### Instructions for the task
Using the records below, give again exactly the lines from the line that contains "M 46,433 L 73,434" through the line that contains "M 268,175 L", both ends included, and only those.

### Saved entries
Start of Block

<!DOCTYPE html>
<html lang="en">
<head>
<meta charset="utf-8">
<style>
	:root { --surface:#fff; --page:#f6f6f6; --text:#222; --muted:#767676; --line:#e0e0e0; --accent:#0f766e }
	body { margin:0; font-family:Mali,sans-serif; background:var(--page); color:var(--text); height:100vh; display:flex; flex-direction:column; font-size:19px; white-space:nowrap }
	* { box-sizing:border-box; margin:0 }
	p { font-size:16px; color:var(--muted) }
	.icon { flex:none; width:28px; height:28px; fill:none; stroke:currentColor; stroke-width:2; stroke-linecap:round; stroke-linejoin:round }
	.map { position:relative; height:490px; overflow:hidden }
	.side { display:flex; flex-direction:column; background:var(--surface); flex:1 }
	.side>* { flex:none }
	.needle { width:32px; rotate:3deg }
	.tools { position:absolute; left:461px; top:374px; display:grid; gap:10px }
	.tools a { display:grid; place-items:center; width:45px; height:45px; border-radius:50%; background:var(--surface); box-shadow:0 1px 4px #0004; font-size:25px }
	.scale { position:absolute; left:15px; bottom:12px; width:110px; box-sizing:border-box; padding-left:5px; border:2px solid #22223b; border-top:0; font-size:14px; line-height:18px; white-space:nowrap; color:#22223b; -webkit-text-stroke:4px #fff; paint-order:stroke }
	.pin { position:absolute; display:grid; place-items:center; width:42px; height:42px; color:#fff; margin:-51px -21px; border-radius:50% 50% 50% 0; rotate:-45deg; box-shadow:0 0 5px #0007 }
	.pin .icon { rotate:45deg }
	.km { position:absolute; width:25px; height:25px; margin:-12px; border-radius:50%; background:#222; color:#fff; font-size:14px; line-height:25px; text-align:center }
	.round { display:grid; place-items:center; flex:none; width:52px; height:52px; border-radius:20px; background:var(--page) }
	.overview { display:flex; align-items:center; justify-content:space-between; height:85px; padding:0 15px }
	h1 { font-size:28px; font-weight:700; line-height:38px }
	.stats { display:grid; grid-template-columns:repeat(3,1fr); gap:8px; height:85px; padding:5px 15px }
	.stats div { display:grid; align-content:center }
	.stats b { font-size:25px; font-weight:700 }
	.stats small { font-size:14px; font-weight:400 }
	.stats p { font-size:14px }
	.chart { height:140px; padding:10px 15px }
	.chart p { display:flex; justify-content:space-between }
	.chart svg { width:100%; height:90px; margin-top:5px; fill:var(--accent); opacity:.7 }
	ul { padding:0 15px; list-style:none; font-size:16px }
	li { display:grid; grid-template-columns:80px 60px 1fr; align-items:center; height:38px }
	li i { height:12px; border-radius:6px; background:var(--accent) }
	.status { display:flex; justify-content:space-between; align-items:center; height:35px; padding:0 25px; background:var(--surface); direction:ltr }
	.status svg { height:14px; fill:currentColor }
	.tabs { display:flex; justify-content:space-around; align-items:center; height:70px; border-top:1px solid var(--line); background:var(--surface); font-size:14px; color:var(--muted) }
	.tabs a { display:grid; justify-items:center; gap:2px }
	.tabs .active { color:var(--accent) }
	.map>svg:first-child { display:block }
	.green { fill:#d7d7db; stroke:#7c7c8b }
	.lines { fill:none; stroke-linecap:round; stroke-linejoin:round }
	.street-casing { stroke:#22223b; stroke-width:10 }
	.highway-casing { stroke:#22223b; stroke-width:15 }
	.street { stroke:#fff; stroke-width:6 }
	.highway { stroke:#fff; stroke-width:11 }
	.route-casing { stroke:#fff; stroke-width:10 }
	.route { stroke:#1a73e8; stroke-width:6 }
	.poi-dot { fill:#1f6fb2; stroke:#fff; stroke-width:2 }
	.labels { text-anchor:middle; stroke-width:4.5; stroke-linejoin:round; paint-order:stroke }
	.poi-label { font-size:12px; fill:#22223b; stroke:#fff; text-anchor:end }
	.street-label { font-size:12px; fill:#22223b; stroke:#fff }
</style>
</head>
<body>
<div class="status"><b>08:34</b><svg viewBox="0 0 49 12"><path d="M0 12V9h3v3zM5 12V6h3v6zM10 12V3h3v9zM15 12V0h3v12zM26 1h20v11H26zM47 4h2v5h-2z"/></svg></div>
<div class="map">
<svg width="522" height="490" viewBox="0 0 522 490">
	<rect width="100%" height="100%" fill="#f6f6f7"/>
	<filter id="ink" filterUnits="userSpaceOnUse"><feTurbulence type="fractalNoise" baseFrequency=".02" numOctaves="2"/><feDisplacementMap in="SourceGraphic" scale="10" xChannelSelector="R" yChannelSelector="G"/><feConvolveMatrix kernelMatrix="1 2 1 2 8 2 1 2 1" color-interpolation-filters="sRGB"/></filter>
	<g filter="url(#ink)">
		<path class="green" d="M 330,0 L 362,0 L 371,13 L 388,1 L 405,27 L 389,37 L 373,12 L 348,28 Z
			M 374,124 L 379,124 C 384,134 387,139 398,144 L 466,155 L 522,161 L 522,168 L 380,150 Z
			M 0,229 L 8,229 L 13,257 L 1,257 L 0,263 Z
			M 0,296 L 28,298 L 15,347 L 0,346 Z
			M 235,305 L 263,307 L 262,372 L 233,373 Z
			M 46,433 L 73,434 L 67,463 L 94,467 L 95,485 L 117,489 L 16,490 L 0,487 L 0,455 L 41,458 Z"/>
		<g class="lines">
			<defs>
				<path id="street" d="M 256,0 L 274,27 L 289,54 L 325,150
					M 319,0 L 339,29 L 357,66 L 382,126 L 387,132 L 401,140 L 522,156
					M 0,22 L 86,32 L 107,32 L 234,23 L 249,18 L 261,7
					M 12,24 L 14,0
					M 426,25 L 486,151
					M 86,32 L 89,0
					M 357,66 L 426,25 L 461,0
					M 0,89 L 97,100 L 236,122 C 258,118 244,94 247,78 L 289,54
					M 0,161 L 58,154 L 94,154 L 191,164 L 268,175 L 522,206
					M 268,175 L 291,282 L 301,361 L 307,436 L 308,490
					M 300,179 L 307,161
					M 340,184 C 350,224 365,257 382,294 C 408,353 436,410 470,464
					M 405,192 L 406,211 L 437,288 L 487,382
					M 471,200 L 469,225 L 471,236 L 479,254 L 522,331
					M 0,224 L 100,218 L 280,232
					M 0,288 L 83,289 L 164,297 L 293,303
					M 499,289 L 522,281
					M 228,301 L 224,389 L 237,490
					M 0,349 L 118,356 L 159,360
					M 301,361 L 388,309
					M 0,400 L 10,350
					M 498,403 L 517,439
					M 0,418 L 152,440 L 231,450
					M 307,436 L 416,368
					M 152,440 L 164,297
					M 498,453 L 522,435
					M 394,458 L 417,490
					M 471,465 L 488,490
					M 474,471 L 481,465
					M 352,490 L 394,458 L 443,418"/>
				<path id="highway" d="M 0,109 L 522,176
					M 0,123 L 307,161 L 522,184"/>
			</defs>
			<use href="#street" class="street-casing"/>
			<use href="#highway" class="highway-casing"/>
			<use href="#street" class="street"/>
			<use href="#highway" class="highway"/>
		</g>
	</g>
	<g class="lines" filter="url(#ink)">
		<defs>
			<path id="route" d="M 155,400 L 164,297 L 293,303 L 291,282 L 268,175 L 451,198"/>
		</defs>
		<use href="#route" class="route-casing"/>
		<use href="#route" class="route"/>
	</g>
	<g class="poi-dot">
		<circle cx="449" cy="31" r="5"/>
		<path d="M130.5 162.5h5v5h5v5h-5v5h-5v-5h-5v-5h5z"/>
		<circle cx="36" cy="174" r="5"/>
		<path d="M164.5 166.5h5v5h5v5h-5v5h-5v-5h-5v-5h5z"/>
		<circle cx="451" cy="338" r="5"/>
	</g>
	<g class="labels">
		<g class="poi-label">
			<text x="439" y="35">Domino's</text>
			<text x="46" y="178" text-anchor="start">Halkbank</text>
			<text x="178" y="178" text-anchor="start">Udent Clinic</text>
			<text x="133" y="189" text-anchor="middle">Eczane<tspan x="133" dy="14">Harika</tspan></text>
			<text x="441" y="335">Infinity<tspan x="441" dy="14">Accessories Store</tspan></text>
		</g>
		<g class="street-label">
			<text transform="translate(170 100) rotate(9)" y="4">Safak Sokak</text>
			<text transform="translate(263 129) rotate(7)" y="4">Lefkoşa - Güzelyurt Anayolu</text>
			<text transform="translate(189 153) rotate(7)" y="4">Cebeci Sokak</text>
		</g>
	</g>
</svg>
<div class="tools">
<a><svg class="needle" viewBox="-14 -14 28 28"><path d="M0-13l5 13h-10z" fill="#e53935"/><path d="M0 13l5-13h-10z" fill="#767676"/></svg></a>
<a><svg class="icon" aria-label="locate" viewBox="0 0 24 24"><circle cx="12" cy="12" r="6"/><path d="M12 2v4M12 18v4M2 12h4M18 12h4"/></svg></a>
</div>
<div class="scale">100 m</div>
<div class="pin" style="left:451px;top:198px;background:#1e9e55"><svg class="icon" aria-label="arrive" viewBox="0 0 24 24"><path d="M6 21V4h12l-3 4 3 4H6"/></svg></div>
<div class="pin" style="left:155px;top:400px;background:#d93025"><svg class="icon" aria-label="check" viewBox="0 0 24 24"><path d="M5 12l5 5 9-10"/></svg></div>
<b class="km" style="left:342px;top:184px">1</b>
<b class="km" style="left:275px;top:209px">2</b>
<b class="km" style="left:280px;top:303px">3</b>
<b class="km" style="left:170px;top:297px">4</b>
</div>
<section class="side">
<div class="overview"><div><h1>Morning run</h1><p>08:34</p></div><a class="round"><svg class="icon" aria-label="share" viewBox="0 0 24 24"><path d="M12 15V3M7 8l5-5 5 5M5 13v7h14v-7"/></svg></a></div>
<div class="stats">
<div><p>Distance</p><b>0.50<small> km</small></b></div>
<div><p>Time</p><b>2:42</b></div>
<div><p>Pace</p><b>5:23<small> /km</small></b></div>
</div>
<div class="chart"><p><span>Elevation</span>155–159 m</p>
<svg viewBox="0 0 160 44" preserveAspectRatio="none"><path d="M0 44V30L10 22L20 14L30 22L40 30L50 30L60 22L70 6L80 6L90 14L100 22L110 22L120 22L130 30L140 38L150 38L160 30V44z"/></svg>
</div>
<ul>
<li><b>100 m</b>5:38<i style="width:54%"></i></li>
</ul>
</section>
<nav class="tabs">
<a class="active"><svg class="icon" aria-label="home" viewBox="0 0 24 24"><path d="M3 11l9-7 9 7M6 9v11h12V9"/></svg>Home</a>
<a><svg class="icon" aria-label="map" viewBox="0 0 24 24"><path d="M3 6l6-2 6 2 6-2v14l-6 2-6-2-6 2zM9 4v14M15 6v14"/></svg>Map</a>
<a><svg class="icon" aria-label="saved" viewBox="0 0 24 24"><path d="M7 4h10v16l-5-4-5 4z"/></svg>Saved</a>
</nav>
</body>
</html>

End of Block
Start of Block

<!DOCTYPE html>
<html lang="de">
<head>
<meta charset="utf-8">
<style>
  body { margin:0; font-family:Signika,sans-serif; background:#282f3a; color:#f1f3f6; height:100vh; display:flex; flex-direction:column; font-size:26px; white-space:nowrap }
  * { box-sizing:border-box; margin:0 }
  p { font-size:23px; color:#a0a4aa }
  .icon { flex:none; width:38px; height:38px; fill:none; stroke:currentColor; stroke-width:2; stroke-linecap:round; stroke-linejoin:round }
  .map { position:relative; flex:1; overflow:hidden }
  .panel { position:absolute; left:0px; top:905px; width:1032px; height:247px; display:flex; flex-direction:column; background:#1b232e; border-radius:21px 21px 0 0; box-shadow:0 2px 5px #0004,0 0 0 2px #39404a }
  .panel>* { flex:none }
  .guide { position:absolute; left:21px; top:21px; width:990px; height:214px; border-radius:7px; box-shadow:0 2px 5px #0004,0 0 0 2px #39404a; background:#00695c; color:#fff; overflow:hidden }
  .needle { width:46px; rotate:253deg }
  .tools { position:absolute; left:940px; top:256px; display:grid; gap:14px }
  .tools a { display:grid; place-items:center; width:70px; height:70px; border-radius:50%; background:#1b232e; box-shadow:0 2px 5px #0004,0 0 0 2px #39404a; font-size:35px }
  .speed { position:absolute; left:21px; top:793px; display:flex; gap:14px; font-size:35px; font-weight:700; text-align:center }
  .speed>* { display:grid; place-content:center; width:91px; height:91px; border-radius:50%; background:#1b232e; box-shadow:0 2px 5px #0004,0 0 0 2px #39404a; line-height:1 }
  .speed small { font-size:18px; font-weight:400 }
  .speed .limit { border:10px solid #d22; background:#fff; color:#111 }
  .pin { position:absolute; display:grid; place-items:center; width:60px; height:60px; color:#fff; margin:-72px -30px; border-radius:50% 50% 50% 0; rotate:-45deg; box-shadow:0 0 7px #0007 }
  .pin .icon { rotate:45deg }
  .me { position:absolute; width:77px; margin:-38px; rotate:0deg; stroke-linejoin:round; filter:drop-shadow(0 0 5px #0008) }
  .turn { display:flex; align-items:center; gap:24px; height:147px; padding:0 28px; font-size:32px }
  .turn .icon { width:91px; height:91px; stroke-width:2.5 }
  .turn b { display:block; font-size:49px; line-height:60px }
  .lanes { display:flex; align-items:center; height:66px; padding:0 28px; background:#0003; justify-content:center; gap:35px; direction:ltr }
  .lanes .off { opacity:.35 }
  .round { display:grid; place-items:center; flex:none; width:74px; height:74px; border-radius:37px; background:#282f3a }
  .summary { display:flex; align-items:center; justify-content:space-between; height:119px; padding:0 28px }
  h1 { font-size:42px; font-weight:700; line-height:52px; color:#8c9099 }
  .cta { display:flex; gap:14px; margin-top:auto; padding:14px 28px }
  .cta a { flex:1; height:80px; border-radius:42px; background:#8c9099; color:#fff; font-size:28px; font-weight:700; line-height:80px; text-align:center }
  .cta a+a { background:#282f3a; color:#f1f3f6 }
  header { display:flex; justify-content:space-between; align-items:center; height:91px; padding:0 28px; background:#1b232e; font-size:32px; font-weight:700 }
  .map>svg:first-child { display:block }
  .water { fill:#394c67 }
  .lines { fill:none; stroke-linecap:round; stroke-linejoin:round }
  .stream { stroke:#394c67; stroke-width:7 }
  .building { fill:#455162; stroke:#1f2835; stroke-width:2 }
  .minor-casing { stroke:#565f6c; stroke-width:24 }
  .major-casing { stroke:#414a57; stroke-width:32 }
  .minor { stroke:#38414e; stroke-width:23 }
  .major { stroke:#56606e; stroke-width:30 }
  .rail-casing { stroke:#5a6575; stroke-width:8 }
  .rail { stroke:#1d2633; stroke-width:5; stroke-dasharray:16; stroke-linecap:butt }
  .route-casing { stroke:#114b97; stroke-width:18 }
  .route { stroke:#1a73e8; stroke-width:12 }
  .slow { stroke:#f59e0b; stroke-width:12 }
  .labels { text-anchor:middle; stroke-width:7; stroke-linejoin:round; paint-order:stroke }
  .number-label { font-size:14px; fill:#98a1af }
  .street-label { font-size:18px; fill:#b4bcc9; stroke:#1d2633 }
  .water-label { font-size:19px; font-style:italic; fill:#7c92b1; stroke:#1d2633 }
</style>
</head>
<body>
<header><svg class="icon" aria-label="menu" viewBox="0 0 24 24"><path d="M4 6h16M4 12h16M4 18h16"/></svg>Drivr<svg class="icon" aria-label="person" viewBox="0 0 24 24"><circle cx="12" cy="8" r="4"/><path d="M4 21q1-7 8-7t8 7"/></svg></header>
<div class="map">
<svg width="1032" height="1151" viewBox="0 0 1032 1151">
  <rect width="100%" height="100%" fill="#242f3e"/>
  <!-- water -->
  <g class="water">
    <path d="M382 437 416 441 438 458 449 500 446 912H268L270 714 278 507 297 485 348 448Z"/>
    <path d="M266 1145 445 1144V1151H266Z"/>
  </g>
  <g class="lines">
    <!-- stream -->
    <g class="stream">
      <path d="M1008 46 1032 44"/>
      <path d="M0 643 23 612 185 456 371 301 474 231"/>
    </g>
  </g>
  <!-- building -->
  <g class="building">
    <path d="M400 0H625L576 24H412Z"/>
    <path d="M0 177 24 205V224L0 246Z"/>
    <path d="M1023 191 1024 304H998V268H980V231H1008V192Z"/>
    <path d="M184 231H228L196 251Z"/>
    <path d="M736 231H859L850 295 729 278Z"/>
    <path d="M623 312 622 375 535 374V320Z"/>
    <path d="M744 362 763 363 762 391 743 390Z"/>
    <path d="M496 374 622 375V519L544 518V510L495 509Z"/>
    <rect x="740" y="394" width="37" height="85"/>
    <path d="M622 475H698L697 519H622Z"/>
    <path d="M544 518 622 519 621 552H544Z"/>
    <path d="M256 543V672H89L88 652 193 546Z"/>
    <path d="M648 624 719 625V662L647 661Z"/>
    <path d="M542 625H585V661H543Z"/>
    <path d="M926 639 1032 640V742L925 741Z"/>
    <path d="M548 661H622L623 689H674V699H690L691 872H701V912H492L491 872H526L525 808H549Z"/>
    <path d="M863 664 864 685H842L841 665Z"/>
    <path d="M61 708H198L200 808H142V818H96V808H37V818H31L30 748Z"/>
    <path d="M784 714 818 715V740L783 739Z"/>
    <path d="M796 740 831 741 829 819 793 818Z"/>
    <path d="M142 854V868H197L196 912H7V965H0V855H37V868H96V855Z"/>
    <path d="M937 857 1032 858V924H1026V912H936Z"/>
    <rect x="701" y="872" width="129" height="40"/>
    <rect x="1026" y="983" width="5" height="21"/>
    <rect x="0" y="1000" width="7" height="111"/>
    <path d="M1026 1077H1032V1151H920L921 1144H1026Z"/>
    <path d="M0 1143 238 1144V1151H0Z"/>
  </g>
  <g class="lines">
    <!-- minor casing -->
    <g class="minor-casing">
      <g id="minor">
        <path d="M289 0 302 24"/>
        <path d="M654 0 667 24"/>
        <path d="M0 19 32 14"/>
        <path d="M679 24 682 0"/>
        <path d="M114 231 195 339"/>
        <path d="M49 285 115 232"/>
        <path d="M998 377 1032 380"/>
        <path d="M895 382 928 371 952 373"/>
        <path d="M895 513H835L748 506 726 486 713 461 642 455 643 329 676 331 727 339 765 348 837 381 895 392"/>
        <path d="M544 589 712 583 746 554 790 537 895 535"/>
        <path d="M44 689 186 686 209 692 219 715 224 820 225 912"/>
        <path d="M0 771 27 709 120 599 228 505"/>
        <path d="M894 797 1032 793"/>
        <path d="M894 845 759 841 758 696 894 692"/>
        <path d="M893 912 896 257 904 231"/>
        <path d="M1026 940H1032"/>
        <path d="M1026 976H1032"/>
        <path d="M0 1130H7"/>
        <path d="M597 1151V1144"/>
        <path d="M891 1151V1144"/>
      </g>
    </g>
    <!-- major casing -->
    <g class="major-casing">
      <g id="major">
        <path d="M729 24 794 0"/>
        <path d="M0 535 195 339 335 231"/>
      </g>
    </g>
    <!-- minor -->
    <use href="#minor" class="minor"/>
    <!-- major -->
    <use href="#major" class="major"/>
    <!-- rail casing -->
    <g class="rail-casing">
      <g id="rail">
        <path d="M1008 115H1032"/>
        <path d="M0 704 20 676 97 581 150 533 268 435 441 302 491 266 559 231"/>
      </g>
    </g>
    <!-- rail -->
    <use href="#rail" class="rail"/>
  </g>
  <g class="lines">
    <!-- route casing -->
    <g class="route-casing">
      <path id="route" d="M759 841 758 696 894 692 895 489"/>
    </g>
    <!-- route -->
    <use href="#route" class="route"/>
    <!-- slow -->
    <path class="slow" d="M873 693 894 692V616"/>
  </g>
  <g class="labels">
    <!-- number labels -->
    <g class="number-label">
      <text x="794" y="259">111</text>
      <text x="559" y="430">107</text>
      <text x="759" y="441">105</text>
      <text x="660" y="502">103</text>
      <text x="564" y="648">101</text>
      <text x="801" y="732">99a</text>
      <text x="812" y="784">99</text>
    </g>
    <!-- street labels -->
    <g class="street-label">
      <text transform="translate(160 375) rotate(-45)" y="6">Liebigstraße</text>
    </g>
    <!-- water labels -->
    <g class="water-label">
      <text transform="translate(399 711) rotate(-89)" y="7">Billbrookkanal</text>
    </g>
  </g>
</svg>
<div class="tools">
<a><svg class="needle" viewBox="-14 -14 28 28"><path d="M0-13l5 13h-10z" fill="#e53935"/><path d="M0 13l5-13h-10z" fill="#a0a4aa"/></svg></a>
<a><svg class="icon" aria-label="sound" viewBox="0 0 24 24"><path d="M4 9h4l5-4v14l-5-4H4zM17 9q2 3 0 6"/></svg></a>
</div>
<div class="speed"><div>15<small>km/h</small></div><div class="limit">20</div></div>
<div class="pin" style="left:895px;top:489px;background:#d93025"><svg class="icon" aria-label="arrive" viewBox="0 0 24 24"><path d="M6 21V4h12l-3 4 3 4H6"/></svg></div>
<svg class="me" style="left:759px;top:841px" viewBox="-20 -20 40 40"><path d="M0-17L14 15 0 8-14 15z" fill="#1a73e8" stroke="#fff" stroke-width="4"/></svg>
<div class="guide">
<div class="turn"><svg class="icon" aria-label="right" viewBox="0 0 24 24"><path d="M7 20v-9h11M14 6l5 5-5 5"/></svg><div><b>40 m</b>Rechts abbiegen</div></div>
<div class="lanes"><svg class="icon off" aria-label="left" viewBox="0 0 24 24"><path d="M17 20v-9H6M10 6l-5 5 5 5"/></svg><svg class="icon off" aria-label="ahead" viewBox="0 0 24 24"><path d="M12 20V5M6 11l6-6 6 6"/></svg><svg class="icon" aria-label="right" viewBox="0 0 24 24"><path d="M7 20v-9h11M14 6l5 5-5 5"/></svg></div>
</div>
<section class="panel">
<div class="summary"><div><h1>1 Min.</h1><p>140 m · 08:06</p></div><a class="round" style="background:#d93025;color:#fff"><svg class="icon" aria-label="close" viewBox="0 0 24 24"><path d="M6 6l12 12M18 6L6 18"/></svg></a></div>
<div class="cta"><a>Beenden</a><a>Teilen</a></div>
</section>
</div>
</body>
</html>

End of Block

### Your response
			M 46,433 L 73,434 L 67,463 L 94,467 L 95,485 L 117,489 L 16,490 L 0,487 L 0,455 L 41,458 Z"/>
		<g class="lines">
			<defs>
				<path id="street" d="M 256,0 L 274,27 L 289,54 L 325,150
					M 319,0 L 339,29 L 357,66 L 382,126 L 387,132 L 401,140 L 522,156
					M 0,22 L 86,32 L 107,32 L 234,23 L 249,18 L 261,7
					M 12,24 L 14,0
					M 426,25 L 486,151
					M 86,32 L 89,0
					M 357,66 L 426,25 L 461,0
					M 0,89 L 97,100 L 236,122 C 258,118 244,94 247,78 L 289,54
					M 0,161 L 58,154 L 94,154 L 191,164 L 268,175 L 522,206
					M 268,175 L 291,282 L 301,361 L 307,436 L 308,490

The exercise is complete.